Wednesday, April 1, 2009

Dinner Conversations

First off I will preface that I hate Wednesdays. I hate them because I have all the responsibility that is usually heaped on my wife's shoulders. I'm responsible for the homework, cooking, showers, and of course the dinner conversations. Now realize the old lady already prepares the meal or at least leaves detailed instructions that ensures proper nourishment. All is literally taken care of before Wednesday even arrives. I'm a hater of the hump day.  My wife or The Chosen One as she will be referred to on this blog teaches a class on this wretched day and works very late. When the semester dies so does my hatred for Wednesday's. 

Wednesday does not only bring pain and suffering to me it also bears the fruits of some damn good conversation between me and the girls. Tonight we discussed poop while eating spaghetti and meatballs. This topic would have never been even brought up if The Chosen One was here. We got on it by talking about how everything costs money. For some reason I asked how was poop made. The little one said "we buy and eat brown stuff." I said "yea but all the stuff we buy and eat aren't brown. So where does it come from then?" I wanted to keep going. I was thoroughly being entertained. It took a seven year old to finally put the kibosh on all the poop talk. The point that I was trying to make was that we pay for food then we poop it out and in essence we pay for poop. It's logic from a fourteen year old.

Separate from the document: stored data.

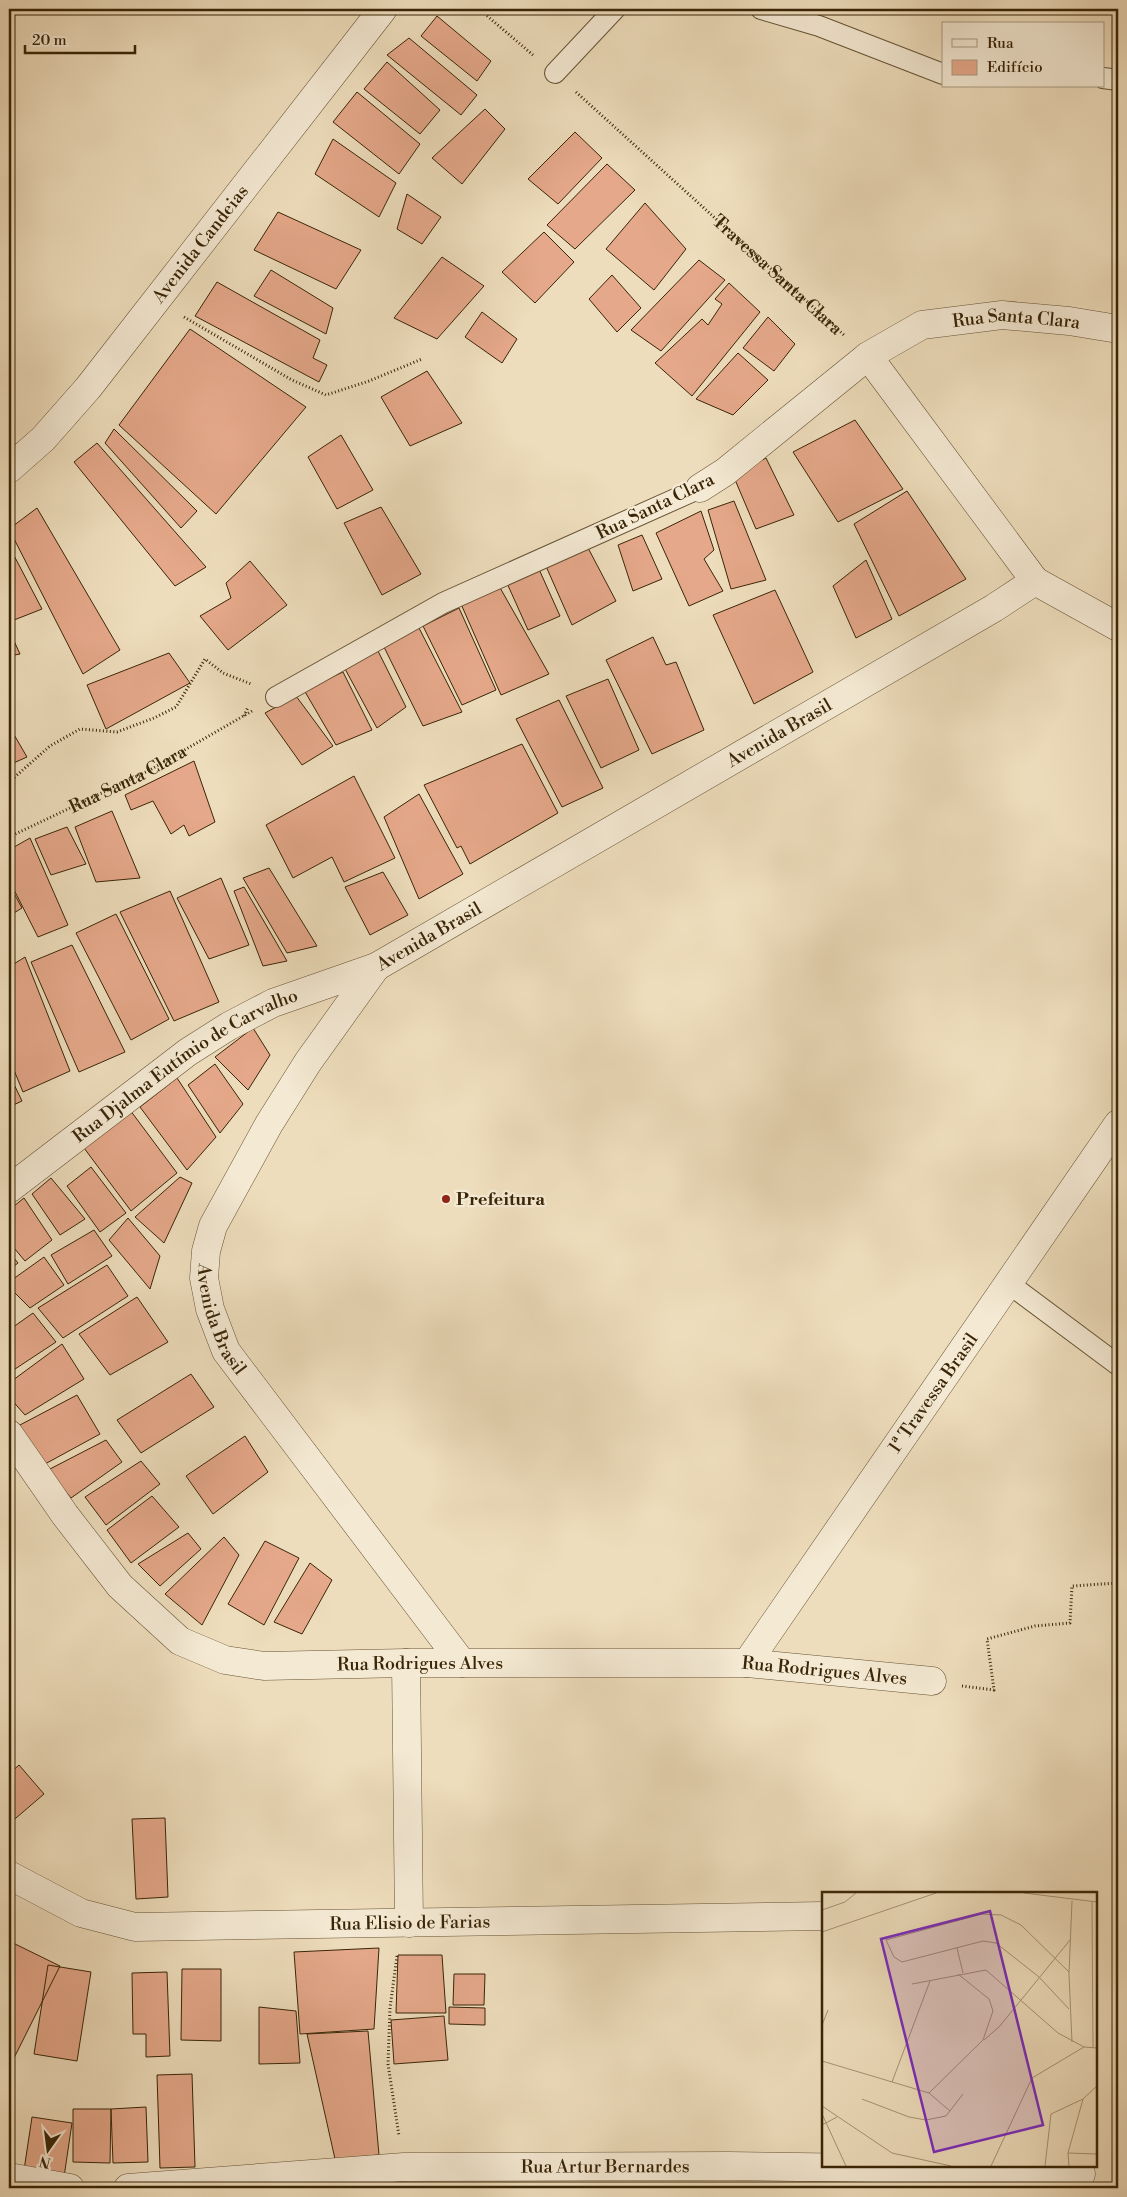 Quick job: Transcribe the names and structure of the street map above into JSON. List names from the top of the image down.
{
  "streets": {
    "street": [
      "Avenida Candeias",
      "Rua Santa Clara",
      "Avenida Brasil",
      "Rua Djalma Eutímio de Carvalho",
      "1ª Travessa Brasil",
      "Rua Rodrigues Alves",
      "Rua Elisio de Farias",
      "Rua Artur Bernardes"
    ],
    "path": ["Travessa Santa Clara"]
  },
  "crossings": [
    ["Travessa Santa Clara", "Rua Santa Clara"],
    ["Avenida Brasil", "Rua Djalma Eutímio de Carvalho"],
    ["Avenida Brasil", "Rua Rodrigues Alves"],
    ["1ª Travessa Brasil", "Rua Rodrigues Alves"]
  ],
  "places": ["Prefeitura"],
  "legend": ["Rua", "Edifício"],
  "scale_bar": "20 m",
  "north": "bottom"
} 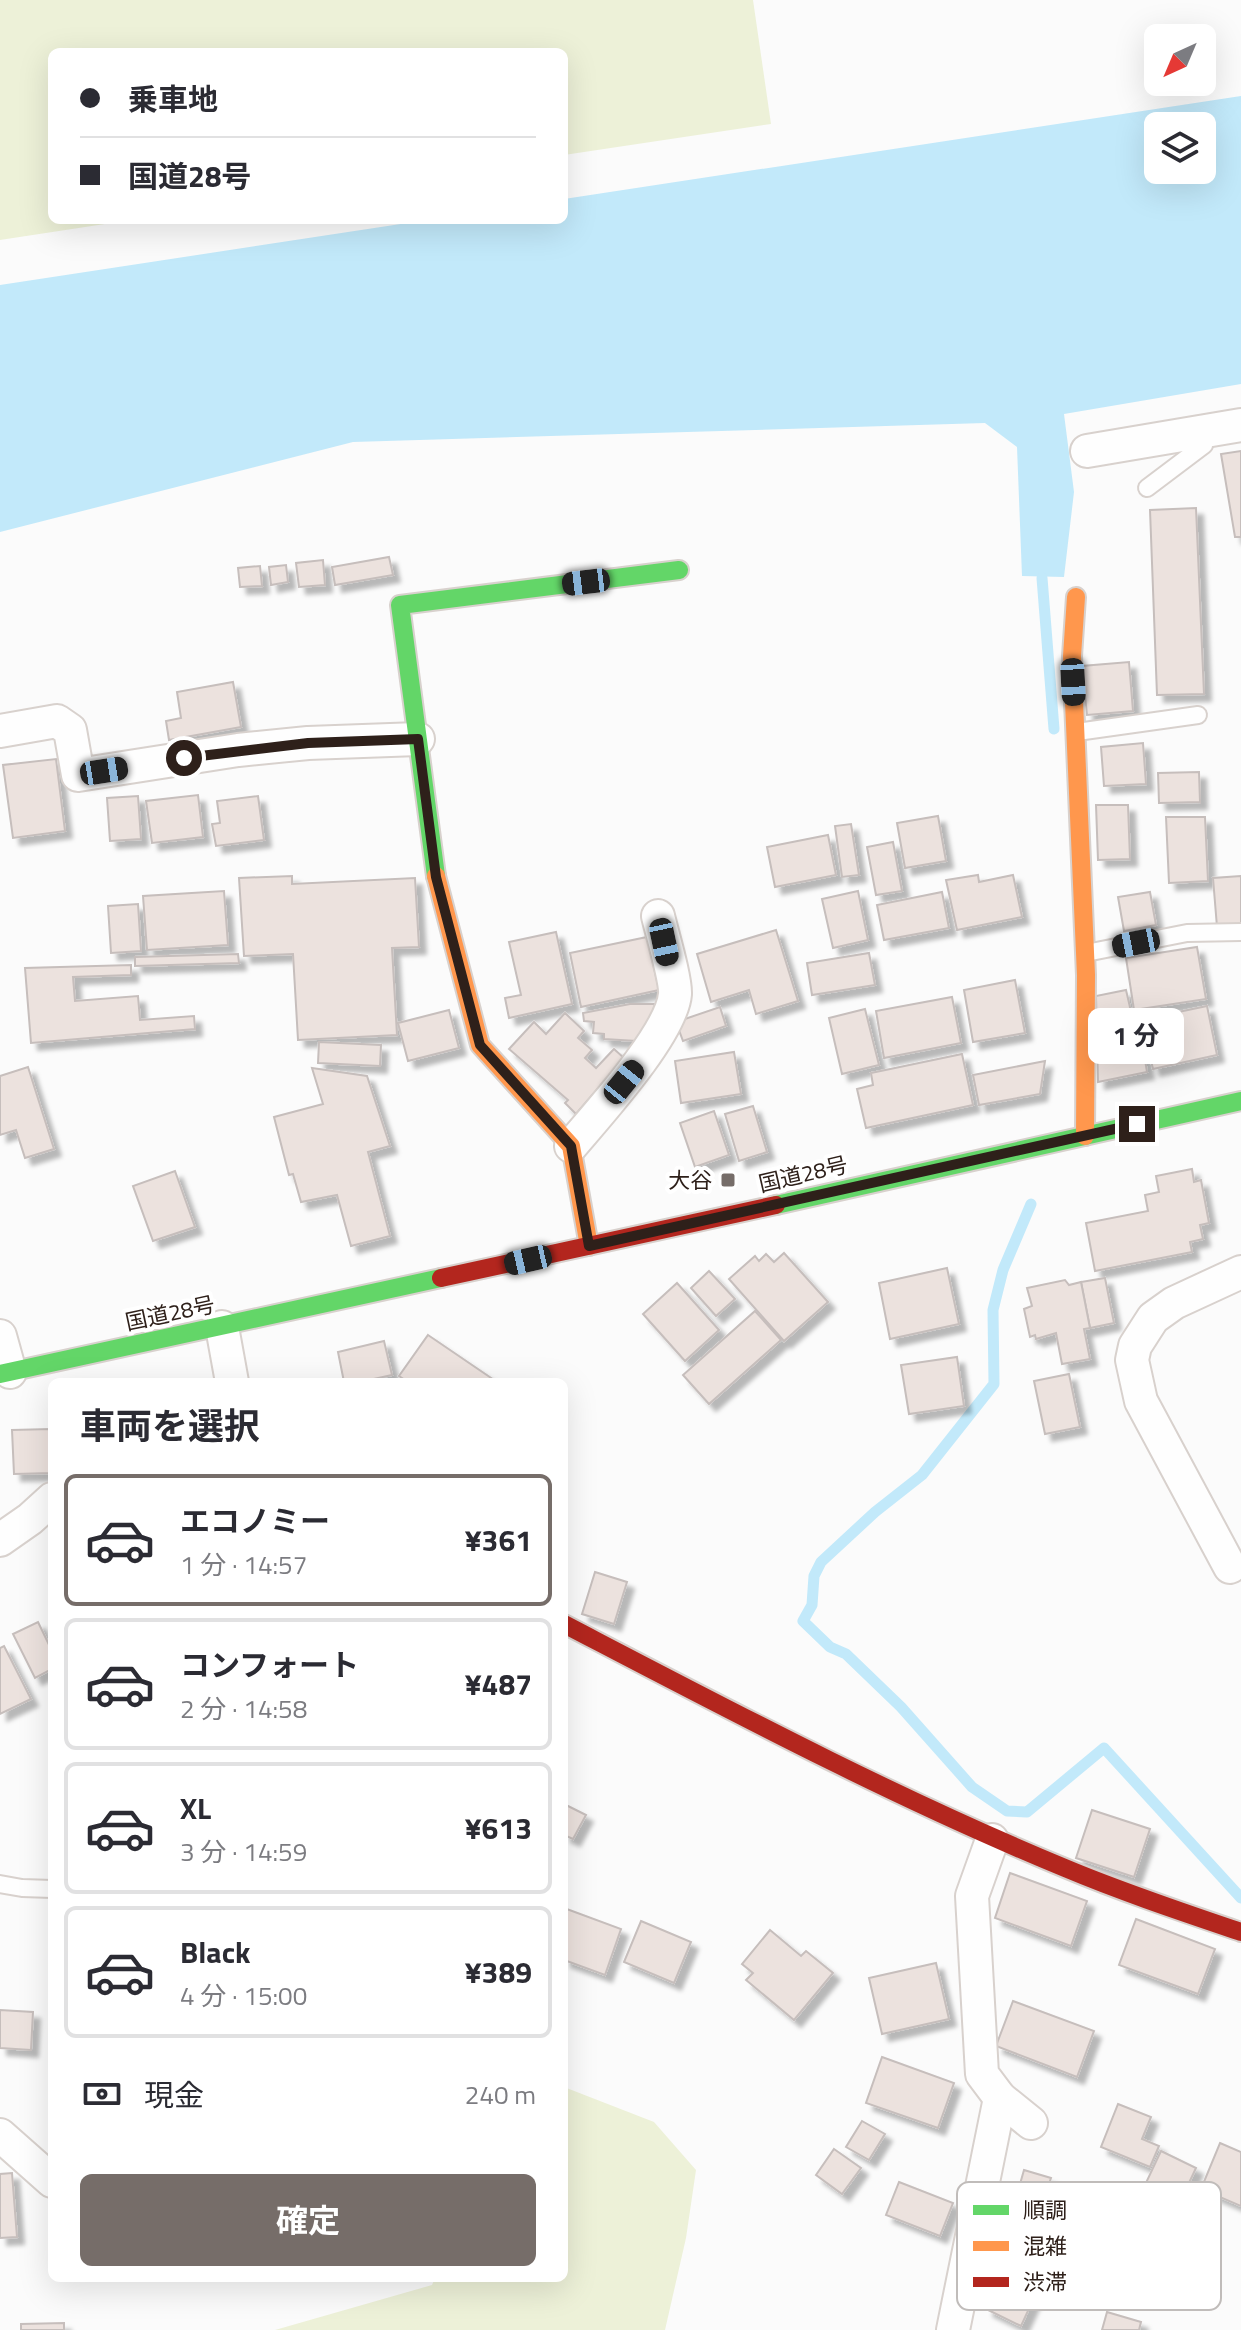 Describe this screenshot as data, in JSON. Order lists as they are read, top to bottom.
{
  "streets": {
    "main road": ["国道28号"]
  },
  "places": {
    "transit": ["大谷"]
  },
  "legend": ["順調", "混雑", "渋滞"],
  "north": "bottom left",
  "page": {
    "banner": ["乗車地", "国道28号"],
    "bubble": "1 分",
    "heading": "車両を選択",
    "list": [
      {
        "name": "エコノミー",
        "note": "1 分 · 14:57",
        "value": "¥361"
      },
      {
        "name": "コンフォート",
        "note": "2 分 · 14:58",
        "value": "¥487"
      },
      {
        "name": "XL",
        "note": "3 分 · 14:59",
        "value": "¥613"
      },
      {
        "name": "Black",
        "note": "4 分 · 15:00",
        "value": "¥389"
      }
    ],
    "pay": ["現金", "240 m"],
    "buttons": "確定"
  }
} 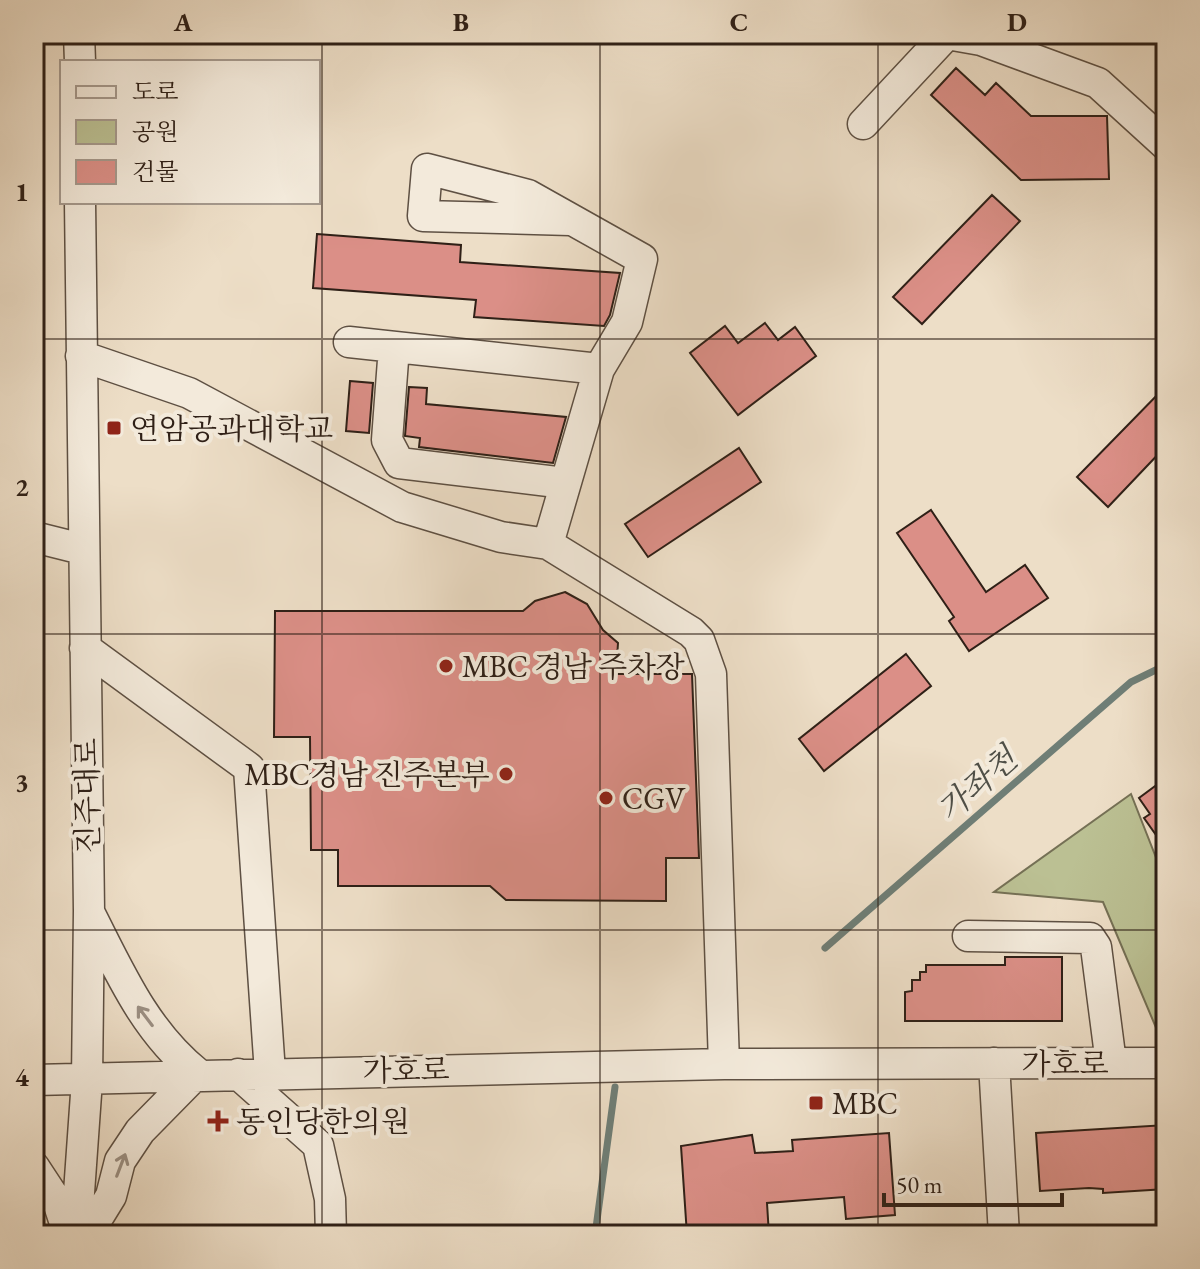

Shortly after our wonderful dialogue on digestion the little one asked me if we have any compost piles, heaps or whatever the hell she was talking about. I knew it was something organic or good for Mother Earth. As a person who doesn't but should care more about the environment I acted like I knew what she was saying. I said no, so of course she was appalled and wanted immediately to know why we didn't. The little poem writing tree hugger became vicious and assaulted me with questions on why we don't reduce, recycle and reuse more. I took her in the garage and showed her the recycle bin to pipe her down. I said "See? Look at all those beer bottles daddy put in there!" She finally followed her advice and reduced her own carbon dioxide emissions and stopped yelling at me. 


1 comment:

  1. Mr. Green, doing your part! At least you recycle. We also have tree-hugger children, but their father believes recycling is a government based conspiracy that only generates more cash for the boys in charge and does nothing for the environment. The kids are outraged by this. I tell them, we're doing our part, we never throw trash onto the highway and Daddy only dumps the motor oil into the ground, not into the lake. So there. Well done, my friend.